Cohort data have shown that approximately 80% of newly diagnosed adults with bronchiectasis were symptomatic since childhood, and that the duration of chronic cough (the most common symptom of bronchiectasis1) is inversely related to lung function at diagnosis.21 This means that the longer the duration of cough, the poorer the lung function at diagnosis based on forced expiratory volume at one second (FEV1).21
Immunisation (pneumococcal, influenza) is effective in preventing severe and recurrent ARIs.68,69 However, despite high immunisation rates, one in five Aboriginal and Torres Strait Islander NT infants are still hospitalised with an ALRI in their first year of life.70 Healthy nutritional status is essential for optimal immune efficiency.25 Although vitamin D deficiency is associated with increased ARI in Aboriginal and Torres Strait Islander children23,26 and poorer clinical outcomes in adults with bronchiectasis,24 the data are currently insufficient to warrant universal screening. In NT children with bronchiectasis, vitamin D deficiency was rarely present.13
Exposure to in utero tobacco smoke is associated with lower birth weights, increased ARI and other respiratory morbidity.28,29 Breastfeeding is protective against the development of bronchiectasis, whereas being born premature or small for gestation age are risk factors.5 Primary prevention strategies to reduce these factors and increase breastfeeding would be beneficial. The association between poor hygiene and the excessive burden of infections (especially respiratory and gastrointestinal) has been well demonstrated.71,72 However, data specific to Aboriginal and Torres Strait Islander peoples are sparse.71 Although hand hygiene is widely recommended, the evidence for effectiveness in reducing respiratory infections is heterogeneous and inconsistent.73
Environmental air pollutants37 exacerbate chronic respiratory disorders and constitute an additional risk factor for those with CSLD or bronchiectasis. Living near a major road has been associated with increased mortality in bronchiectasis (hazard ratio for each 10-fold increase in distance from a major road 0.28; 95% CI 0.10–0.77).37 Young children74 and those aged >65 years may be more susceptible to the adverse effects of air pollution.38
Secondary prevention
Frequent exacerbations of bronchiectasis, especially when hospitalisation is required, are a risk factor for lung function decline.14,75 Thus, when exacerbations are frequent (three or more per year non-hospitalised episodes, or two per year hospitalised episodes), consider the use of maintenance antibiotics in collaboration with specialists.2
Worldwide, including in Australia,76 services for bronchiectasis are under-resourced compared with other chronic respiratory diseases, and this is accentuated for Aboriginal and Torres Strait Islander people.18 Effective clinical management reduces both short- and long-term morbidity and premature mortality associated with bronchiectasis.13,77,78 There is increasing evidence that intensive treatment of children who either have bronchiectasis or are at risk of developing severe bronchiectasis prevents poor lung function in adulthood.1,2,65,78
Optimal overall management and treatment can potentially prevent chronic respiratory disease in a substantial number of people,1,2 including Aboriginal and Torres Strait Islander people.79 Primary care health providers can play a crucial role in the recognition and early detection of disease,79 as well as in long-term management,12,80 because optimal management prevents complications and premature death.
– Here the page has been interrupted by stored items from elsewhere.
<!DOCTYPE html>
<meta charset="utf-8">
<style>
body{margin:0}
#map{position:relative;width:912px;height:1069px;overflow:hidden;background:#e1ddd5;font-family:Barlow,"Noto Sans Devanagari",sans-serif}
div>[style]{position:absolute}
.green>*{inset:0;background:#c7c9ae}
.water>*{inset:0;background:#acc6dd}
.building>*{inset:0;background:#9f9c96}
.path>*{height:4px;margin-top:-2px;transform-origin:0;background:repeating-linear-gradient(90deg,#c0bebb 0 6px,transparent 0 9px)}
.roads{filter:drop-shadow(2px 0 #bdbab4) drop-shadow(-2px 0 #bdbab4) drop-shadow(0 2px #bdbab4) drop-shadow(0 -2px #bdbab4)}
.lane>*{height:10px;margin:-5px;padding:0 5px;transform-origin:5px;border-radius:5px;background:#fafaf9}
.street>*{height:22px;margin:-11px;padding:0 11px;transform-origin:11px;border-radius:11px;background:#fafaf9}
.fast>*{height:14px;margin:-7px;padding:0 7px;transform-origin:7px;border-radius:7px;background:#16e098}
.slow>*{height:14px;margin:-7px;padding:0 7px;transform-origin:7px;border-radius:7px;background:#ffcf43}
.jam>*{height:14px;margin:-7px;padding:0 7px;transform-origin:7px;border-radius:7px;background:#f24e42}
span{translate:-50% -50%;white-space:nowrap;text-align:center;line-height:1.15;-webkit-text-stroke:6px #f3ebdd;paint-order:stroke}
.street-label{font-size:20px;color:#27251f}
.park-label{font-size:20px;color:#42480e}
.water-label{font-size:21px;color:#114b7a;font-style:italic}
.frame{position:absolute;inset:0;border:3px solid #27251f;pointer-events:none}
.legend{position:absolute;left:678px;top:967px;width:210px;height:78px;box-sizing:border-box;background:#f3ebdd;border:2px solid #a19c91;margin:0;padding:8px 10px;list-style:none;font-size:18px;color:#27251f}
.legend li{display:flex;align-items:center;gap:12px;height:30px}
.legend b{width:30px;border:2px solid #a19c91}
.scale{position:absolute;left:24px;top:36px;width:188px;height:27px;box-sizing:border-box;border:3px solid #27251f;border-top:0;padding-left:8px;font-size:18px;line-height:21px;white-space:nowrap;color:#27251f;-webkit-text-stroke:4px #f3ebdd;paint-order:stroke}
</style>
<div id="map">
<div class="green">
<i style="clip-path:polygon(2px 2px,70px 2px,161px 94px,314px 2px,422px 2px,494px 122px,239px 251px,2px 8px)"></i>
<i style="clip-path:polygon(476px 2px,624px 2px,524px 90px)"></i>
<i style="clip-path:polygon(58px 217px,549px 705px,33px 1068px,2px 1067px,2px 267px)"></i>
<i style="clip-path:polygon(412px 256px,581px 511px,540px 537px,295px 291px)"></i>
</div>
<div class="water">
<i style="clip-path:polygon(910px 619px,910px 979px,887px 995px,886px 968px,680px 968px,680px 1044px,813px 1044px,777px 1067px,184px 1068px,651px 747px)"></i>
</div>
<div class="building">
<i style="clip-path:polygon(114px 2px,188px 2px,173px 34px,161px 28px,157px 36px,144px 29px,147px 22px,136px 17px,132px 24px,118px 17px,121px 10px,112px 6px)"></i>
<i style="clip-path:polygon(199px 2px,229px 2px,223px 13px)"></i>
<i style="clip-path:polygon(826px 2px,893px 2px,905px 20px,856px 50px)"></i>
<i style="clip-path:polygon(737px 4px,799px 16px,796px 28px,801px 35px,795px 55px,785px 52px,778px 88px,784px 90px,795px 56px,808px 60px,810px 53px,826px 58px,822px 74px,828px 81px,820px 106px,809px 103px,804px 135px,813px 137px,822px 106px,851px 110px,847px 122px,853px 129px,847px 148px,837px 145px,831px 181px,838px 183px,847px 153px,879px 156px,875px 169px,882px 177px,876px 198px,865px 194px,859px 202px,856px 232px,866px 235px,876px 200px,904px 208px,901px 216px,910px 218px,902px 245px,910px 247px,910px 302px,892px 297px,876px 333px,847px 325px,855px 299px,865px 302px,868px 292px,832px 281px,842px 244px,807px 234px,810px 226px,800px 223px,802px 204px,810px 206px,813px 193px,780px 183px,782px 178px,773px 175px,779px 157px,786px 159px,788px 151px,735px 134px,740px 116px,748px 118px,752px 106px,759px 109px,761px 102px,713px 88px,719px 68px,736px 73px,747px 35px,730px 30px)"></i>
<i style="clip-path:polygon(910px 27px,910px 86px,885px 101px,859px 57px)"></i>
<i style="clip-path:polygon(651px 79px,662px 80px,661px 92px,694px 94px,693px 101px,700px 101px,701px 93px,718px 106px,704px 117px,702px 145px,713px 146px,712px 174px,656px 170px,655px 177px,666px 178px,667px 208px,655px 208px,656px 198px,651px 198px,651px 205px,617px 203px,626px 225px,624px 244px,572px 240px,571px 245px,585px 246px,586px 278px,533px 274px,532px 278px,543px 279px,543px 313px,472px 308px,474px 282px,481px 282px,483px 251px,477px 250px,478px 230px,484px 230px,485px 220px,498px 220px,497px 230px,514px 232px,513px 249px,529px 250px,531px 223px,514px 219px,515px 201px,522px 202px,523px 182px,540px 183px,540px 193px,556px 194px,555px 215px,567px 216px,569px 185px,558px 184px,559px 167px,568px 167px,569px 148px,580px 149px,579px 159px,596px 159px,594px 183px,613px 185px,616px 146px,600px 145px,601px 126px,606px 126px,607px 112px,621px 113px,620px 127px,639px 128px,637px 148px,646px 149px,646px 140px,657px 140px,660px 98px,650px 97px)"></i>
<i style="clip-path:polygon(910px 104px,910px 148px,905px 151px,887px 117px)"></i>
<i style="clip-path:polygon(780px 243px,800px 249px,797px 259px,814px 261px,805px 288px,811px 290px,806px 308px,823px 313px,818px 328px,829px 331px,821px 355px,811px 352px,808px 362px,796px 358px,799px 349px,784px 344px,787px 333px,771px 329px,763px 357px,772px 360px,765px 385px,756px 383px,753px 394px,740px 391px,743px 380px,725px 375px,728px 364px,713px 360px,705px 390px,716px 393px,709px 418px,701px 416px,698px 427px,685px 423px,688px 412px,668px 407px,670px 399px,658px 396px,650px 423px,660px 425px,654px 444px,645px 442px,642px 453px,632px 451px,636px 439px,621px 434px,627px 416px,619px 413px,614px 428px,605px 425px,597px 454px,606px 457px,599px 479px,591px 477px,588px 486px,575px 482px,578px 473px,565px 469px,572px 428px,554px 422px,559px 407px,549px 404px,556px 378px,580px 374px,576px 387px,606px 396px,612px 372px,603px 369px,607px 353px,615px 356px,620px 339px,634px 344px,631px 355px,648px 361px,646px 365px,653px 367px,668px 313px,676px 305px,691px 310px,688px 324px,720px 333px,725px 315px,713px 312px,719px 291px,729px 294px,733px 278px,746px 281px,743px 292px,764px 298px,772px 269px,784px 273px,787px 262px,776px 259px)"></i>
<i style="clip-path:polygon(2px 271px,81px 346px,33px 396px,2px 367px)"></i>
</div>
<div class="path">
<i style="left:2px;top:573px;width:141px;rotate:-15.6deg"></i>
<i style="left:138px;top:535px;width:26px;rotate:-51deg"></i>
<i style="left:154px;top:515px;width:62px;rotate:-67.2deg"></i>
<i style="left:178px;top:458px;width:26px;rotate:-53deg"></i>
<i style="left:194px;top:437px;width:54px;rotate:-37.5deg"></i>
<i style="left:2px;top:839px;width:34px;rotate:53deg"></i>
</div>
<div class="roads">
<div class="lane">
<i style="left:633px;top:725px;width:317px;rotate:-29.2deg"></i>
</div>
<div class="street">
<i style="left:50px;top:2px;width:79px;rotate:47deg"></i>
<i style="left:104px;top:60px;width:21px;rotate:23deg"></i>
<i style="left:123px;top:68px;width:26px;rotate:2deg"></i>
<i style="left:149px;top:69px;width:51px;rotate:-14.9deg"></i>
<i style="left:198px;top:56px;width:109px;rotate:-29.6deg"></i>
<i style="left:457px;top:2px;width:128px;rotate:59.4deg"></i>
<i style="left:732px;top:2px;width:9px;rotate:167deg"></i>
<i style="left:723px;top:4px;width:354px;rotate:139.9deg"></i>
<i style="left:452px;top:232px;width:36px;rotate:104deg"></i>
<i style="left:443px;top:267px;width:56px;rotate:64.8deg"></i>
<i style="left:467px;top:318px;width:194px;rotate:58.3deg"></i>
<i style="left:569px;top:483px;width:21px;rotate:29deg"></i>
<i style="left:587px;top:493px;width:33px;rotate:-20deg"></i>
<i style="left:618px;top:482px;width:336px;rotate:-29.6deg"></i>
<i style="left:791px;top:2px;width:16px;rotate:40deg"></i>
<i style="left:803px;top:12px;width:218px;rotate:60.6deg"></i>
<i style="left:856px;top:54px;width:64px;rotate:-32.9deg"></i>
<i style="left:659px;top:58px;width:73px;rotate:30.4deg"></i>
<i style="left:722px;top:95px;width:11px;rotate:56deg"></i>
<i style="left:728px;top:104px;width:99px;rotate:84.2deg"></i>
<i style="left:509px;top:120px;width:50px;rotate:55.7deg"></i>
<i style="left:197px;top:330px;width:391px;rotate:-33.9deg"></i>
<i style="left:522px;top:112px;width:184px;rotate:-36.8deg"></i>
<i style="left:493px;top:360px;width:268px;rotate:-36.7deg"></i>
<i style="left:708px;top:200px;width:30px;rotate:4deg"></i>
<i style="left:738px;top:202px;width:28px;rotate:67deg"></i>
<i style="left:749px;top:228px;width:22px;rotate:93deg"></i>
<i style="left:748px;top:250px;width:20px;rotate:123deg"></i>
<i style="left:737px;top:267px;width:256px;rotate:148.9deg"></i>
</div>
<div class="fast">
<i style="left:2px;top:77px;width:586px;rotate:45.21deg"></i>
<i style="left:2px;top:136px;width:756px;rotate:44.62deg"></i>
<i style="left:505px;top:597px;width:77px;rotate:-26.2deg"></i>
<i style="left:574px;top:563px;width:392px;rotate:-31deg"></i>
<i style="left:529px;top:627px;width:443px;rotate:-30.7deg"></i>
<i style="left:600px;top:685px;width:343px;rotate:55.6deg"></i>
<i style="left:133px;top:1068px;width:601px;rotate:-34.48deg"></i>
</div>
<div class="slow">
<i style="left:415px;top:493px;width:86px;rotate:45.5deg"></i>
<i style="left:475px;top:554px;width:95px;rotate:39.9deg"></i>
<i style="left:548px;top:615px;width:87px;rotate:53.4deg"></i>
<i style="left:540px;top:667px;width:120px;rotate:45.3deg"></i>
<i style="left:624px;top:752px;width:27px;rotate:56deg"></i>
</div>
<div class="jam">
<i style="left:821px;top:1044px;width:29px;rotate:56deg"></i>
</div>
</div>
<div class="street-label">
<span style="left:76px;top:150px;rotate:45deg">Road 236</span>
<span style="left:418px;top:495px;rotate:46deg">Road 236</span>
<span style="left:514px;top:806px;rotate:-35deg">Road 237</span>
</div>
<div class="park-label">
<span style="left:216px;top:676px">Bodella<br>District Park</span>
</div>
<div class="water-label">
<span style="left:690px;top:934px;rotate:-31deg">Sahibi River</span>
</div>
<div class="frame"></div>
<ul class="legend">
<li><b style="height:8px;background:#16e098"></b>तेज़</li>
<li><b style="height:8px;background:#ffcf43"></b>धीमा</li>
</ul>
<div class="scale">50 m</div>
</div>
This includes monitoring, an essential secondary prevention strategy recommended in guidelines.2,3 In addition, those with airway diseases (eg COPD and asthma) where bronchiectasis overlaps should be assessed for bronchiectasis symptoms and evaluated in accordance with evidence.1 Several prognostic scores (eg FACED score81) for adults with bronchiectasis are now available but have limited value in Aboriginal and Torres Strait Islander people with bronchiectasis.43 Thus, secondary prevention is of utmost importance. Despite all the challenges, Aboriginal and Torres Strait Islander people with bronchiectasis should have access to best-practice care and the same treatment goals1 as non-Indigenous people.